Anyway, this has been fixed for a couple years at this point, so if you're still experiencing a problem, then please file a new bug report.
> As a more recent example, ripgrep had issues on 32-bit platforms because of a bug in the way the underlying mmap library worked in Rust.
This is false. The bug you're thinking about is probably https://github.com/BurntSushi/ripgrep/issues/922, which was not caused by an underlying bug in memmap. memmap did have an underlying bug with respect to file offsets, but ripgrep did not use the file offset API. The bug was caused in ripgrep itself, since I made the classic mistake of trying to predict whether an mmap call would fail instead of just trying mmap itself. That bug was fixed on master before the Windows bug was even reported: https://github.com/BurntSushi/ripgrep/commit/93943793c314e05...
> You'd only try that if you haven't read the documentation for mmap, just like a bunch of Rust programmers did.

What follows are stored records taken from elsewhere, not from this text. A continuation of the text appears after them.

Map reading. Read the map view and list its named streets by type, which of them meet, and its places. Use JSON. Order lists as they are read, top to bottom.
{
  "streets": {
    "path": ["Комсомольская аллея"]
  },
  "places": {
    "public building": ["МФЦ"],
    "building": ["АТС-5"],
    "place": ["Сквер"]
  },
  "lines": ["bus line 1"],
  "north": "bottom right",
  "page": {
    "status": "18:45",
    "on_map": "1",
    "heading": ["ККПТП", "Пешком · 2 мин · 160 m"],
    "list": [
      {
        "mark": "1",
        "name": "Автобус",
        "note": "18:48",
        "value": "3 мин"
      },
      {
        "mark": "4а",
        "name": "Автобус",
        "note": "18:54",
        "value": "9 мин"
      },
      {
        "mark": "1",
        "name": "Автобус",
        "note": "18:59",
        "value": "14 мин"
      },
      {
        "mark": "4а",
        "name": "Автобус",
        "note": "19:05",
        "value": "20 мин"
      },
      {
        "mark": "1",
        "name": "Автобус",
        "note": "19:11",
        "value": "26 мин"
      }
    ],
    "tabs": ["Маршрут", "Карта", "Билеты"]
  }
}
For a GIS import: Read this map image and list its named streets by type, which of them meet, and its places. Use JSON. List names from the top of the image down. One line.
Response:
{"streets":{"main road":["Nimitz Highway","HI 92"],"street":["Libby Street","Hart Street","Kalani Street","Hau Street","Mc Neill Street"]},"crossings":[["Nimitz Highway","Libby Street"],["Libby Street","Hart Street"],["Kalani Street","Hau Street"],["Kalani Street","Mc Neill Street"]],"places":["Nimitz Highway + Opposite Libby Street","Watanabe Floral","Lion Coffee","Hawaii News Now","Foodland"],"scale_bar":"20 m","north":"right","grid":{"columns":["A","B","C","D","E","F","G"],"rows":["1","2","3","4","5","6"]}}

This isn't exclusive to Rust programmers. C tools make the same mistake all the time. Because memory maps aren't just problematic with large files on 32-bit systems, but they also don't work with virtual files on Linux. Try, for example, `ag MHz /proc/cpuinfo` and see what you get. Crazy how, you know, sometimes humans make mistakes even if they are a C programmer!
And the implication that I (or the author of memmap) never read the docs for `mmap` is just absurd.
If you're going to be snooty about stuff like this, then at least get the story correct. Or better yet, don't be snooty at all.